» **TASK DESCRIPTION**
From the line containing "display:block; font-size:56px; line-height:68px" down to the line containing "display:flex; flex:1; min-height:0" in the records below, reproduce every line exactly, ends included, and omit all others.

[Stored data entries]
§ §

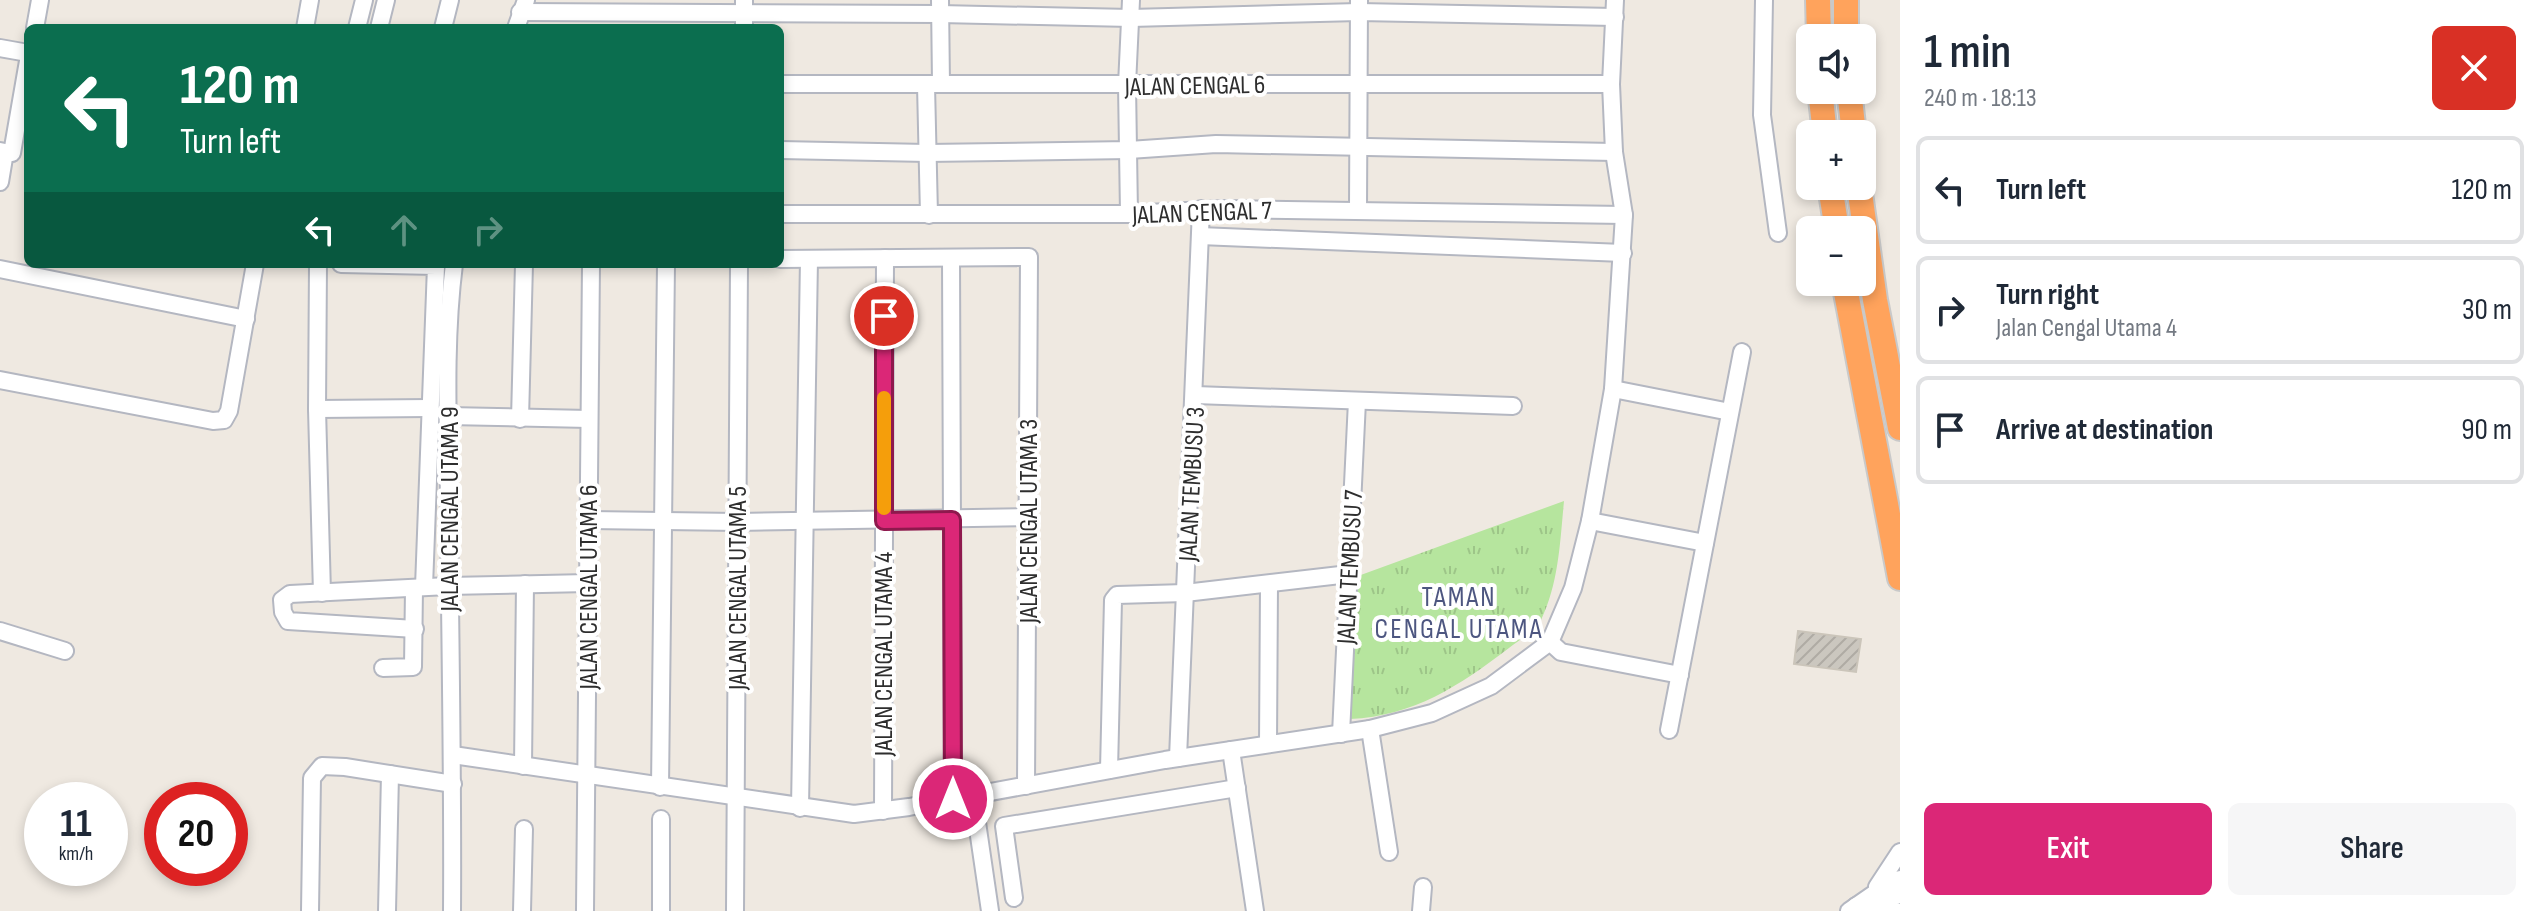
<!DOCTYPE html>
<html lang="en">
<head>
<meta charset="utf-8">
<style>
  :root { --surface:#fff; --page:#f6f6f7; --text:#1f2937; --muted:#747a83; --line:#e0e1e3; --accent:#db2777 }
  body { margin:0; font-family:"Sofia Sans Condensed",sans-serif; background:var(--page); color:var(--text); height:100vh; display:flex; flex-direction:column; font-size:30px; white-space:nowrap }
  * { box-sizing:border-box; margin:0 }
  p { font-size:26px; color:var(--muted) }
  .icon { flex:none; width:44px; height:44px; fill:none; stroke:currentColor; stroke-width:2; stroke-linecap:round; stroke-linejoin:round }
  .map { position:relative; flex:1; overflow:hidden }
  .panel { display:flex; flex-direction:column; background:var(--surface); width:640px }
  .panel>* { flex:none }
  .top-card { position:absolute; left:24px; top:24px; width:760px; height:244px; border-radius:12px; box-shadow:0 4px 12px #0003; background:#0b6e4f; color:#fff; overflow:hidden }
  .buttons { position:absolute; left:1796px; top:24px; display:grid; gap:16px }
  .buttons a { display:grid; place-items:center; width:80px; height:80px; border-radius:12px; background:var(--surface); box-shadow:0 4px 12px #0003; font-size:40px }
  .speed { position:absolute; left:24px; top:782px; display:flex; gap:16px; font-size:40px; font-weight:700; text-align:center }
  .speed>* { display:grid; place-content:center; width:104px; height:104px; border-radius:50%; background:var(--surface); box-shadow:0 4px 12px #0003; line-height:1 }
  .speed small { font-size:20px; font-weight:400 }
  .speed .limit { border:12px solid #d22; background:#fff; color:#111 }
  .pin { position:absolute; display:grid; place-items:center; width:68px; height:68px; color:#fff; margin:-34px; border:4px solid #fff; border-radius:50%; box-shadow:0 2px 8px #0007 }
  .me { position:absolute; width:88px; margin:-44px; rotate:0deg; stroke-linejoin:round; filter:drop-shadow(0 0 6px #0008) }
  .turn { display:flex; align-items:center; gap:28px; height:168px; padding:0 24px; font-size:36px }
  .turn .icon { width:104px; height:104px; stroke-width:2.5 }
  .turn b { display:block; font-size:56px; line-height:68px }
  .lanes { display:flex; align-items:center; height:76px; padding:0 24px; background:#0003; justify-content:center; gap:40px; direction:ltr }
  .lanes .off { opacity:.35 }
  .round { display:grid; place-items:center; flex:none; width:84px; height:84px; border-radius:12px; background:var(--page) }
  .overview { display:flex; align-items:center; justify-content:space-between; height:136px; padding:0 24px }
  h1 { font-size:48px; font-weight:600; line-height:60px }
  .primary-button { display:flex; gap:16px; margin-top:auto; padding:16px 24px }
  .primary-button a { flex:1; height:92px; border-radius:12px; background:var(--accent); color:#fff; font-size:32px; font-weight:600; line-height:92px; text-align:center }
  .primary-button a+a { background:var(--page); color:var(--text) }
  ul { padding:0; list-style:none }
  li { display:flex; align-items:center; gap:24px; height:108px; margin:0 16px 12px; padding:0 8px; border:4px solid var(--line); border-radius:12px }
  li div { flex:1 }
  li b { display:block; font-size:30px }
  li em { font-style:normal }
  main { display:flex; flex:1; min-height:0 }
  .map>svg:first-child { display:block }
</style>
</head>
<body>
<main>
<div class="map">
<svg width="1900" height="911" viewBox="0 0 1900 911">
  <defs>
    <pattern id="park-tufts" width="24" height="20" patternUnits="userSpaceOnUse" patternTransform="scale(2)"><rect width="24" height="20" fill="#b6e59e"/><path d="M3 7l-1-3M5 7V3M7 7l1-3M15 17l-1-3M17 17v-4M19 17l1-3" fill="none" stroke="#9dc588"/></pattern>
    <pattern id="building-hatch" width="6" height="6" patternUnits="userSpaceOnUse" patternTransform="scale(2)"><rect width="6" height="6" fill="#cbc7bf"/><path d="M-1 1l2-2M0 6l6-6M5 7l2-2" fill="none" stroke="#afaba4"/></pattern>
  </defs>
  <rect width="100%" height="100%" fill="#efe9e1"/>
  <path fill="url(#park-tufts)" d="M1564 501C1560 542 1559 582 1541 620 1535 631 1519 640 1509 648 1459 686 1414 716 1350 719L1358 576Z"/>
  <path fill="url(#building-hatch)" stroke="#cbc5ba" stroke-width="2" d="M1798 631 1861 639 1856 672 1794 664Z"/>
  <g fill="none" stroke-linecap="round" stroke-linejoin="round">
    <g stroke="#b4b7c1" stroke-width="20">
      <g id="minor">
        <path d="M744 0V28"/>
        <path d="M940 0 941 84"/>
        <path d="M1764 0 1762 115 1778 233"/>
        <path d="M520 12 940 14 1131 18 1359 12 1615 17"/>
        <path d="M35 28 40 0"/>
        <path d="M305 28 310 0"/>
        <path d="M357 28 364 0"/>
        <path d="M379 28 386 0"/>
        <path d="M443 28 450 0"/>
        <path d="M516 28 526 0"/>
        <path d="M0 48 28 53"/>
        <path d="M780 84H1611"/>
        <path d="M926 85 929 215"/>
        <path d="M780 150 927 153 1129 150 1216 144 1614 152"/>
        <path d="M0 151 5 152 0 182"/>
        <path d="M12 153 28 61"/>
        <path d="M1358 209 1359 0"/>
        <path d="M780 214H1129L1225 209 1624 215"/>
        <path d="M1129 214 1127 85 1131 0"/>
        <path d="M1200 236 1623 253"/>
        <path d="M951 258 953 799"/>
        <path d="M780 259 1029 257 1026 786"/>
        <path d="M318 264 317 409 322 593"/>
        <path d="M341 264 436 266 424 587"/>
        <path d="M0 269 246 319"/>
        <path d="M0 380 213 421 224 420 229 411 255 264"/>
        <path d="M1613 389 1730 412"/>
        <path d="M1195 395 1513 406"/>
        <path d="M317 409 430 408"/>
        <path d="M448 416 589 419"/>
        <path d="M520 419 524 264"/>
        <path d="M589 520 738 522 1028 517"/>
        <path d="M1590 521 1705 543"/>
        <path d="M415 629 288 621 283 612 282 600 290 594 448 586 588 583"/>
        <path d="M0 631 65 651"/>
        <path d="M1550 642 1561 652 1680 675"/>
        <path d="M383 668 413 667 414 588"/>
        <path d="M1370 729 1389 852"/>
        <path d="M1669 730 1742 352"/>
        <path d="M1341 734 1357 401"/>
        <path d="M1268 744 1269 584"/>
        <path d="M1231 750 1255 911"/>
        <path d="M453 755 854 814 909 807 1165 760 1370 729 1432 713 1491 686 1550 642 1573 588 1590 521 1613 389 1624 215 1614 152 1611 84 1615 0"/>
        <path d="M1178 758 1201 209"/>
        <path d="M523 766 525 584"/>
        <path d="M1109 770 1113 600 1117 595 1185 593 1349 574"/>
        <path d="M660 787 666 264"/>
        <path d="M973 795 990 911"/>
        <path d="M800 808 809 259"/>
        <path d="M883 811 885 258"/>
        <path d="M1877 887 1900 852"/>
        <path d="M1014 898 1004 826 1237 788"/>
        <path d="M1871 898 1900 895"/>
        <path d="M1856 906 1896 911"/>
        <path d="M310 911 312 778 322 766 345 767 453 784"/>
        <path d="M387 911 390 774"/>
        <path d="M452 911C453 775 450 638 449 502 448 422 444 343 454 264"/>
        <path d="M522 911 524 829"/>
        <path d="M585 911 591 264"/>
        <path d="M661 911V819"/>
        <path d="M735 911 739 264"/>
        <path d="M1421 911 1423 887"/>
        <path d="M1849 911 1891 882 1900 879"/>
      </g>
    </g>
    <g stroke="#c9c9c9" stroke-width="28">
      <g id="highway">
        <path d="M1818 0 1819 38"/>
        <path d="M1846 0V38"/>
        <path d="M1820 90 1825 134"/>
        <path d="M1849 90 1854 134"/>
        <path d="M1830 186 1837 230"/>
        <path d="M1859 186 1875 300 1900 428"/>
        <path d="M1844 282 1900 578"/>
      </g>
    </g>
    <use href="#minor" stroke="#fff" stroke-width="16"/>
    <use href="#highway" stroke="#ffa35c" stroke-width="24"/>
  </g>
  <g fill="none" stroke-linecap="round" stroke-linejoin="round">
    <g stroke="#8e194d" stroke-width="20">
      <path id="route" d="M884 316V521L952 520 953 799"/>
    </g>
    <use href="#route" stroke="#db2777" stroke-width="14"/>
    <path stroke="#f59e0b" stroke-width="14" d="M884 508V398"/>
  </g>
  <g text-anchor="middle" stroke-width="8" stroke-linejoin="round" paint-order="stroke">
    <g font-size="26" fill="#2e2e2e" stroke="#fff">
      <text transform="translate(1195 85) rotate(-1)" y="9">JALAN CENGAL 6</text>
      <text transform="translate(1202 212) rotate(-2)" y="9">JALAN CENGAL 7</text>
      <text transform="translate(1191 484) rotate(-87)" y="9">JALAN TEMBUSU 3</text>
      <text transform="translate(449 509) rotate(-90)" y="9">JALAN CENGAL UTAMA 9</text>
      <text transform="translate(1028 521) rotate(-90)" y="9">JALAN CENGAL UTAMA 3</text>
      <text transform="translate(1349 567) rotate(-87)" y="9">JALAN TEMBUSU 7</text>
      <text transform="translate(588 587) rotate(-90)" y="9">JALAN CENGAL UTAMA 6</text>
      <text transform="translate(737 588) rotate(-90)" y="9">JALAN CENGAL UTAMA 5</text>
      <text transform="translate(883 654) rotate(-90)" y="9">JALAN CENGAL UTAMA 4</text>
    </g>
    <g font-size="28" letter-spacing="2" fill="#4d5680" stroke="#fff">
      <text x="1459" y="606">TAMAN<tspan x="1459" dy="32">CENGAL UTAMA</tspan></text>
    </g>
  </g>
</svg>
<div class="buttons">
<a><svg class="icon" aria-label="sound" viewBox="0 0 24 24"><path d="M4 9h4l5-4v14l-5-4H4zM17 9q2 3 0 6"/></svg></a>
<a>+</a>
<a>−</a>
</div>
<div class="speed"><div>11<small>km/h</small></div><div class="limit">20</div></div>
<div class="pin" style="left:884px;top:316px;background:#d93025"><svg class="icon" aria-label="arrive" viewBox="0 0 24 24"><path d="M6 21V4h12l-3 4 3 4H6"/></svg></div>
<svg class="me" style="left:953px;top:799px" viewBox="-20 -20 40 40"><circle r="17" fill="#db2777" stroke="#fff" stroke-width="3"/><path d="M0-11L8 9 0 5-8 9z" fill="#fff"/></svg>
<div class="top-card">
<div class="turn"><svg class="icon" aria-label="left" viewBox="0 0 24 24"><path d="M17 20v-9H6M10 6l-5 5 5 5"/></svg><div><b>120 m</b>Turn left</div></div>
<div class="lanes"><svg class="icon" aria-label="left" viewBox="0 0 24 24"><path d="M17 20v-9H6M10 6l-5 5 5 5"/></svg><svg class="icon off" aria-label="ahead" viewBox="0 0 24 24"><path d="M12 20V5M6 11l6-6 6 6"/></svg><svg class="icon off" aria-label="right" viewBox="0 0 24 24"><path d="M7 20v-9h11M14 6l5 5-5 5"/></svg></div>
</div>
</div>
<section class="panel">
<div class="overview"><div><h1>1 min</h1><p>240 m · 18:13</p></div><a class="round" style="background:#d93025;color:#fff"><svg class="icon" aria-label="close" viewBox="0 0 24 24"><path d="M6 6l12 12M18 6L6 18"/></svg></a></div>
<ul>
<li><svg class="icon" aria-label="left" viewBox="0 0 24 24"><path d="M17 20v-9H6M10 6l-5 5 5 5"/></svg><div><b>Turn left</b></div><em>120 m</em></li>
<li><svg class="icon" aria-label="right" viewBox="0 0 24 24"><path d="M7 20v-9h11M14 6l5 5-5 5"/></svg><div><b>Turn right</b><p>Jalan Cengal Utama 4</p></div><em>30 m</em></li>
<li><svg class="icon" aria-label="arrive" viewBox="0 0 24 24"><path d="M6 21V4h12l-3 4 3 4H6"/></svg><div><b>Arrive at destination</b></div><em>90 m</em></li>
</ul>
<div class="primary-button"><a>Exit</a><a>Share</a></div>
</section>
</main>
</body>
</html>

§ §

» **ANSWER TO THE EXERCISE**
  .turn b { display:block; font-size:56px; line-height:68px }
  .lanes { display:flex; align-items:center; height:76px; padding:0 24px; background:#0003; justify-content:center; gap:40px; direction:ltr }
  .lanes .off { opacity:.35 }
  .round { display:grid; place-items:center; flex:none; width:84px; height:84px; border-radius:12px; background:var(--page) }
  .overview { display:flex; align-items:center; justify-content:space-between; height:136px; padding:0 24px }
  h1 { font-size:48px; font-weight:600; line-height:60px }
  .primary-button { display:flex; gap:16px; margin-top:auto; padding:16px 24px }
  .primary-button a { flex:1; height:92px; border-radius:12px; background:var(--accent); color:#fff; font-size:32px; font-weight:600; line-height:92px; text-align:center }
  .primary-button a+a { background:var(--page); color:var(--text) }
  ul { padding:0; list-style:none }
  li { display:flex; align-items:center; gap:24px; height:108px; margin:0 16px 12px; padding:0 8px; border:4px solid var(--line); border-radius:12px }
  li div { flex:1 }
  li b { display:block; font-size:30px }
  li em { font-style:normal }
  main { display:flex; flex:1; min-height:0 }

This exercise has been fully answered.